The device_disasm_interface and the disassemblers¶
1. Capabilities¶
The disassemblers are classes that provide disassembly and opcode meta-information for the cpu cores and unidasm. The device_disasm_interface connects a cpu core with its disassembler.
2. The disassemblers¶
2.1. Definition¶
A disassembler is a class that derives from util::disasm_interface. It then has two required methods to implement, opcode_alignment and disassemble, and 6 optional, interface_flags, page_address_bits, pc_linear_to_real, pc_real_to_linear, and one with four possible variants, decrypt8/16/32/64.
2.2. opcode_alignment¶
Returns the required alignment of opcodes by the cpu, in PC-units. In other words, the required alignment for the PC register of the cpu. Tends to be 1 (almost everything), 2 (68000...), 4 (mips, ppc...), which an exceptional 8 (tms 32082 parallel processor) and 16 (tms32010, instructions are 16-bits aligned and the PC targets bits).
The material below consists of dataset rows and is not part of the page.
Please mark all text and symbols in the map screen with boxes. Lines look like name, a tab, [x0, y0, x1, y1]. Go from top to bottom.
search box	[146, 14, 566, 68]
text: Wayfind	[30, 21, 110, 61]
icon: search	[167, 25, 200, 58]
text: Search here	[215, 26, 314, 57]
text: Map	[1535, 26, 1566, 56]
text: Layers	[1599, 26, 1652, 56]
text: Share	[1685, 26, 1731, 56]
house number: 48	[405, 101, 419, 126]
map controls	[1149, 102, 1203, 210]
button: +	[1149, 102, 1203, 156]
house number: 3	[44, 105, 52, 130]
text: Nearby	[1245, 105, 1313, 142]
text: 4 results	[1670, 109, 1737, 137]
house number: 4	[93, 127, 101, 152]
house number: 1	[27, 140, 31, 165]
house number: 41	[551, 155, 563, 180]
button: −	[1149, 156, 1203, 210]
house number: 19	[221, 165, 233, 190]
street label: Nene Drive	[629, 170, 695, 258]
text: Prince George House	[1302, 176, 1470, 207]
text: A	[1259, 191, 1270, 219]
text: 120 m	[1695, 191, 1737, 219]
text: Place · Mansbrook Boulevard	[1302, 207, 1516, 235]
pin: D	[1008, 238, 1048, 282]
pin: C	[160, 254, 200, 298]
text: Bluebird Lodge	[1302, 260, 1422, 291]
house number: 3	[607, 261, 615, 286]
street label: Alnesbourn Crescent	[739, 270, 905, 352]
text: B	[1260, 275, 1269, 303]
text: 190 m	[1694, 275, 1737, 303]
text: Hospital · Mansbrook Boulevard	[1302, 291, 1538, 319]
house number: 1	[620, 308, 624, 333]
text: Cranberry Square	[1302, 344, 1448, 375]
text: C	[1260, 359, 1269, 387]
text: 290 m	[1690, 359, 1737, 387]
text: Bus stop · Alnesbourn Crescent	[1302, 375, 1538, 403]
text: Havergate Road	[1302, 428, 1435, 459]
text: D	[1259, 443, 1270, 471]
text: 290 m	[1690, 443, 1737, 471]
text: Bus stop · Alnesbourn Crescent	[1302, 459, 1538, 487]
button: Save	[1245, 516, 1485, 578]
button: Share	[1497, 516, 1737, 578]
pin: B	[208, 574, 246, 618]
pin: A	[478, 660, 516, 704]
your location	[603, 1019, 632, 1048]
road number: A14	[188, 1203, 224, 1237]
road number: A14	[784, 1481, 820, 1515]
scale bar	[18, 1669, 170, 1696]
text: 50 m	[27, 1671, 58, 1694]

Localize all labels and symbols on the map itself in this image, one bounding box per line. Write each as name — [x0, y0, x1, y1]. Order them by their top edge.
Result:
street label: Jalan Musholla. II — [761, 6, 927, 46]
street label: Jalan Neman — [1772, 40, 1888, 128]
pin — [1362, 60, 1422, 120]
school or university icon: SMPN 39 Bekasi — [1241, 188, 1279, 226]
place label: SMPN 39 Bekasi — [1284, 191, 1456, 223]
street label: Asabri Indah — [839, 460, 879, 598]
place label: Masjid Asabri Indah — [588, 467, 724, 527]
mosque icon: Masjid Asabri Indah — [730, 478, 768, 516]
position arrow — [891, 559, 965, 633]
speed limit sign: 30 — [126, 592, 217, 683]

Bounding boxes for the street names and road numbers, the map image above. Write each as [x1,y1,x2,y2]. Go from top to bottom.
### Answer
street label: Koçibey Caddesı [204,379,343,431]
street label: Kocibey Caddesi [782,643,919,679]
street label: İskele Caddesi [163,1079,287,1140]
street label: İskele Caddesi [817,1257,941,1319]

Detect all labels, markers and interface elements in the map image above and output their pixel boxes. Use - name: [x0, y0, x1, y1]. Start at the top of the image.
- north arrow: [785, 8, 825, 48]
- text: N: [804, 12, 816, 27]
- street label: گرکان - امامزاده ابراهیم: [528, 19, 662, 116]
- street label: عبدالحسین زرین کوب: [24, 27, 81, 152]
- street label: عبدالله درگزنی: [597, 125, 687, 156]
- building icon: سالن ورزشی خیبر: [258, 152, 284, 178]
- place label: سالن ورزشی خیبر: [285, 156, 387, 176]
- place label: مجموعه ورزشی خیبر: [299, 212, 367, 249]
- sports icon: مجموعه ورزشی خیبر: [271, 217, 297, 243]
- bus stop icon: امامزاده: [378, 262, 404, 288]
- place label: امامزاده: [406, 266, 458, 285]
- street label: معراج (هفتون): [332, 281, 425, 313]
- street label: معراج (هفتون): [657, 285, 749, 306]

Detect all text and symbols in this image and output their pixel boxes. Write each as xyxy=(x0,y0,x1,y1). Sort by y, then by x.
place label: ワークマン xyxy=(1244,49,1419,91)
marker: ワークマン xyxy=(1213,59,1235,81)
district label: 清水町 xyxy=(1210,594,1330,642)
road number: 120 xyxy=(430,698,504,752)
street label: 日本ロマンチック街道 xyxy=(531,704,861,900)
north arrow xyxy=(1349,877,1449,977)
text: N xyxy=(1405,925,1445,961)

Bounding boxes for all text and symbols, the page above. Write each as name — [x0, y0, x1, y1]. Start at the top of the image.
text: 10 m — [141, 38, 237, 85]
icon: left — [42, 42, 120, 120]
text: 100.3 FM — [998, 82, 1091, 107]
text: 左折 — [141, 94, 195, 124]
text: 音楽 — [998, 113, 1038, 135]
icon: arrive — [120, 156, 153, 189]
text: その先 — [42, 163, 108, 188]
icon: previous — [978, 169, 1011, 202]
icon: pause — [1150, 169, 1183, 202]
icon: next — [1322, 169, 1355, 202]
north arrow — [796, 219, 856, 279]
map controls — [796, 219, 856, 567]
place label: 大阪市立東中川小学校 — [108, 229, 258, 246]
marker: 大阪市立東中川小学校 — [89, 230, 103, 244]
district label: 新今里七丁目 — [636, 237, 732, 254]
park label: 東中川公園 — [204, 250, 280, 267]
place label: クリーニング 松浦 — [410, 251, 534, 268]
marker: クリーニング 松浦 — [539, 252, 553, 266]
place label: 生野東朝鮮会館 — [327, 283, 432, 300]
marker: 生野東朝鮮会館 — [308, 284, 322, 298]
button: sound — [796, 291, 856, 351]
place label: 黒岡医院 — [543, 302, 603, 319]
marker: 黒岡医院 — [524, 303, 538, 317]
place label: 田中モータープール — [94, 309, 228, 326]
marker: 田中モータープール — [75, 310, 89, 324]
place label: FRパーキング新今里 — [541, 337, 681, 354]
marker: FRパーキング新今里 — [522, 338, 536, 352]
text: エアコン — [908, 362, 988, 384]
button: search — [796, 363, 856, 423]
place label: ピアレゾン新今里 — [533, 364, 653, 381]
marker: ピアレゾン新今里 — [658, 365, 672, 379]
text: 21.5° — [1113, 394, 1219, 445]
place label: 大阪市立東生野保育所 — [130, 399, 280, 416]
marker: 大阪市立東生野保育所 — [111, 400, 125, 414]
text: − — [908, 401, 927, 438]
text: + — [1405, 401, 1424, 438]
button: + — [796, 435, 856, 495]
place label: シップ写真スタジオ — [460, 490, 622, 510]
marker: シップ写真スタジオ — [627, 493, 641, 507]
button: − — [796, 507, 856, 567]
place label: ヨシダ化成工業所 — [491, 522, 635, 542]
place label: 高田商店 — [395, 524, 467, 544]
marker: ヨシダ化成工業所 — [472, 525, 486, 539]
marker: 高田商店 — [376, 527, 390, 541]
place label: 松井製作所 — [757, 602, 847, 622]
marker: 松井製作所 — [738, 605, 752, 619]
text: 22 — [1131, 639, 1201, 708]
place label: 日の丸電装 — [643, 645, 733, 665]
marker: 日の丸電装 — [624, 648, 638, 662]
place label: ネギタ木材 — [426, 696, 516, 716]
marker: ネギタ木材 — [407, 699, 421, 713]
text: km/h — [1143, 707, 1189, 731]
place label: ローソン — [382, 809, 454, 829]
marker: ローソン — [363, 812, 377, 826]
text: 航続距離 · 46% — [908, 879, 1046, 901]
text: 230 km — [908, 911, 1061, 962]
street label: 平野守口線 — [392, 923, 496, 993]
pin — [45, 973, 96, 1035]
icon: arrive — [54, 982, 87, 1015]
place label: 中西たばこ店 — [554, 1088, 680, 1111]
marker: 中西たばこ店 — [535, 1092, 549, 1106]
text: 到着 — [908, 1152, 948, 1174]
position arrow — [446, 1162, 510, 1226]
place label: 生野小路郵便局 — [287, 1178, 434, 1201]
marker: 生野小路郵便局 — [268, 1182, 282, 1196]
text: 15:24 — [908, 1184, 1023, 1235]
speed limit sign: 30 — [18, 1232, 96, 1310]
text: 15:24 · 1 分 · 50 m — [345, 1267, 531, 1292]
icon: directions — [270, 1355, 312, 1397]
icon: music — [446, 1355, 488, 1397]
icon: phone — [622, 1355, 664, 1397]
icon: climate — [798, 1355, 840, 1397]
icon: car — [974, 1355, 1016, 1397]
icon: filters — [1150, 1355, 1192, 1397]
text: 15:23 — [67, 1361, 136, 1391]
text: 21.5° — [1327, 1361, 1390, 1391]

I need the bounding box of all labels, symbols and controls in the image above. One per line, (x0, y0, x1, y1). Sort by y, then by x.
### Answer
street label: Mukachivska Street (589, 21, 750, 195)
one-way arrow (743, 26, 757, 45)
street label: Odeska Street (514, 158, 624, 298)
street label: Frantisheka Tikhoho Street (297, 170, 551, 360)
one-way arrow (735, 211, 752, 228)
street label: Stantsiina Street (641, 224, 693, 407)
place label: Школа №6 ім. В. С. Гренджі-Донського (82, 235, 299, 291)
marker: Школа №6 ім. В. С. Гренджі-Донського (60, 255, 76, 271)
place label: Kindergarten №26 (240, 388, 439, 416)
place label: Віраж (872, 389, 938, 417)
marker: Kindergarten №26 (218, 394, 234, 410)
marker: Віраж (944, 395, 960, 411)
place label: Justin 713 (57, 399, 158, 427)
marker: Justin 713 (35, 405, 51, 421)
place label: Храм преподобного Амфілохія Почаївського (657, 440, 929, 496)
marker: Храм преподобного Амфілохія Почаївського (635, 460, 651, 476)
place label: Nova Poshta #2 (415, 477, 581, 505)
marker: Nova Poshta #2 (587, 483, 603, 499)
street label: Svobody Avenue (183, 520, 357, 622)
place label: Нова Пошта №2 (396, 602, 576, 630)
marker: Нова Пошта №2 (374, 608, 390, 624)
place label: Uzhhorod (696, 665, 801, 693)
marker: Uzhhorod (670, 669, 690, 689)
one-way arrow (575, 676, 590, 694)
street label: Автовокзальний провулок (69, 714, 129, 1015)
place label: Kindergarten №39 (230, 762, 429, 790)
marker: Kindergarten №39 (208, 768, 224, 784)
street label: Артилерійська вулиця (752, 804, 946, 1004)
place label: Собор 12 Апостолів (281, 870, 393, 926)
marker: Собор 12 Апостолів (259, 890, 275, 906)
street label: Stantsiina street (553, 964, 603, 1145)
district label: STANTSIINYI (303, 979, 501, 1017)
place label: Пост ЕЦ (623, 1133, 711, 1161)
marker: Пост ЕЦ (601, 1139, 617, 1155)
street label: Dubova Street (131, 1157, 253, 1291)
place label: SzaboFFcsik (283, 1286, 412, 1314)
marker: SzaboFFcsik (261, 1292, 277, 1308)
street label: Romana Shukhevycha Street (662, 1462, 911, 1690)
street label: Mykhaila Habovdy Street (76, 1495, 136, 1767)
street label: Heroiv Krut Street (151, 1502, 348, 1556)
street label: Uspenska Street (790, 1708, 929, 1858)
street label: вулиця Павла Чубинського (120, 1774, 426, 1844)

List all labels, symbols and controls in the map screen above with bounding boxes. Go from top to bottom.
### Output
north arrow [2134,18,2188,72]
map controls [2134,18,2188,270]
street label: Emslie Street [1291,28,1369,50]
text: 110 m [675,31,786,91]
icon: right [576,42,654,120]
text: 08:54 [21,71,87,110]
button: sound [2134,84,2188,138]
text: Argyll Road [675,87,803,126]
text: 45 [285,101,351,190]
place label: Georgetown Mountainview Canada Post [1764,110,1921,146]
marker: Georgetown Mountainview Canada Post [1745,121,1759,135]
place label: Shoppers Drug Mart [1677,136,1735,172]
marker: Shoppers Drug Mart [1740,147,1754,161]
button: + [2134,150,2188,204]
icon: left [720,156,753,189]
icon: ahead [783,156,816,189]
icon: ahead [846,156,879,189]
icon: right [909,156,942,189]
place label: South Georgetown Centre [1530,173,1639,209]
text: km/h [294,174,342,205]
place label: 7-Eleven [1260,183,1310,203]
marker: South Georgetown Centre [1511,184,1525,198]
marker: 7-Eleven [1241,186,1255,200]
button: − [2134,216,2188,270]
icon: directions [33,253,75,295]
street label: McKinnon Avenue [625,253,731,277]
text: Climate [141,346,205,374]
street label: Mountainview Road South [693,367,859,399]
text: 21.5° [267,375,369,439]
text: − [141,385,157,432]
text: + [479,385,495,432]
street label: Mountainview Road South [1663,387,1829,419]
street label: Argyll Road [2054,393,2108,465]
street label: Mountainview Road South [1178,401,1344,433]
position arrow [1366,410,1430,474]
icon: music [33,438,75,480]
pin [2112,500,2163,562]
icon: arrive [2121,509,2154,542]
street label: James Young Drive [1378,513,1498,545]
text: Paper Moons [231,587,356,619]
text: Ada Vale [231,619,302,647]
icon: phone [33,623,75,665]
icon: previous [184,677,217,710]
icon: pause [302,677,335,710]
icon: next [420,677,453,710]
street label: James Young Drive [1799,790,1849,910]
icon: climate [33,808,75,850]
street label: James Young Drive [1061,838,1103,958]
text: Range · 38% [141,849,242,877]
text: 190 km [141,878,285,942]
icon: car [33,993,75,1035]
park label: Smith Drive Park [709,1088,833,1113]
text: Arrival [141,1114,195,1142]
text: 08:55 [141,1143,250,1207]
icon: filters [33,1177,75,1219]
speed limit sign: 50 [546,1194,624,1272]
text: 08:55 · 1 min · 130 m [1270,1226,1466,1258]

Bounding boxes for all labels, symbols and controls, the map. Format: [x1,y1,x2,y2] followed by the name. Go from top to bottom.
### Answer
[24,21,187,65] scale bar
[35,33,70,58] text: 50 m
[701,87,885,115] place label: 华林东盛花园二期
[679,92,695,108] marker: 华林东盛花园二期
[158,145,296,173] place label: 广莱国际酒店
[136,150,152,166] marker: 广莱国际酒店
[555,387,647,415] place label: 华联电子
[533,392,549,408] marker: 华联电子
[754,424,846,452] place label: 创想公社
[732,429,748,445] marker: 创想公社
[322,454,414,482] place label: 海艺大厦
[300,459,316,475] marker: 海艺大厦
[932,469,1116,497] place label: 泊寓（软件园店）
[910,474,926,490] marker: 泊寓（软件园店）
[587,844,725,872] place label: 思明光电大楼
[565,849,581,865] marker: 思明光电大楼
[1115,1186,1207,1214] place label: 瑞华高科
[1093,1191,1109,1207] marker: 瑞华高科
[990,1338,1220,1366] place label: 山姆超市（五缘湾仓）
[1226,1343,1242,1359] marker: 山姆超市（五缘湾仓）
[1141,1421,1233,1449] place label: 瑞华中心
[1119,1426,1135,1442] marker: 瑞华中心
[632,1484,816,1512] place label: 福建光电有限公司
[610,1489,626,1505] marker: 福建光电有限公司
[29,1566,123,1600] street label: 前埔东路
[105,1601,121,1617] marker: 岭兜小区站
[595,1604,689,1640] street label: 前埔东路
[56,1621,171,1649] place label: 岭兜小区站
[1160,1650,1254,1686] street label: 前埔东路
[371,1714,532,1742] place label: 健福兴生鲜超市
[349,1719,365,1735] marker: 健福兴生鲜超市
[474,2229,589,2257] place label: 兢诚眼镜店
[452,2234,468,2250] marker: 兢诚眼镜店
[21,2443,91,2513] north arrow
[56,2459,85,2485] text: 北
It must be a power-of-two or things will break.
Note that processors like the tms32031 which have 32-bits instructions but where the PC targets 32-bits values have an alignment of 1.
2.3. disassemble¶
This is the method where the real work is done. This method must disassemble the instruction at address pc and write the result to stream. The values to decode are retrieved from the opcode buffer. A data_buffer object offers four accessor methods:
They read the data at a given address and take endianness and nonlinear PCs for larger-than-bus-width accesses. The debugger variant also caches the read data in one block, so for that reason one should not read data too far from the base pc (e.g. stay within 16K or so, careful when trying to follow indirect accesses).
A number of CPUs have an external signal that splits fetches into an opcode part and a parameter part. This is for instance the M1 signal of the z80 or the SYNC signal of the 6502. Some systems present different values to the cpu depending on whether that signal is active, usually for protection purposes. On these cpus the opcode part should be read from the opcode buffer, and the parameter part from the params buffer. They will or will not be the same buffer depending on the system itself.
The method returns the size of the instruction in PC units, with a maximum of 65535. In addition, if possible, the disassembler should give some meta-information about the opcode by OR-ing in into the result:
STEP_OVER for subroutine calls or auto-decrementing loops. If there is some delay slots, also OR with step_over_extra(n) where n is the number of instruction slots.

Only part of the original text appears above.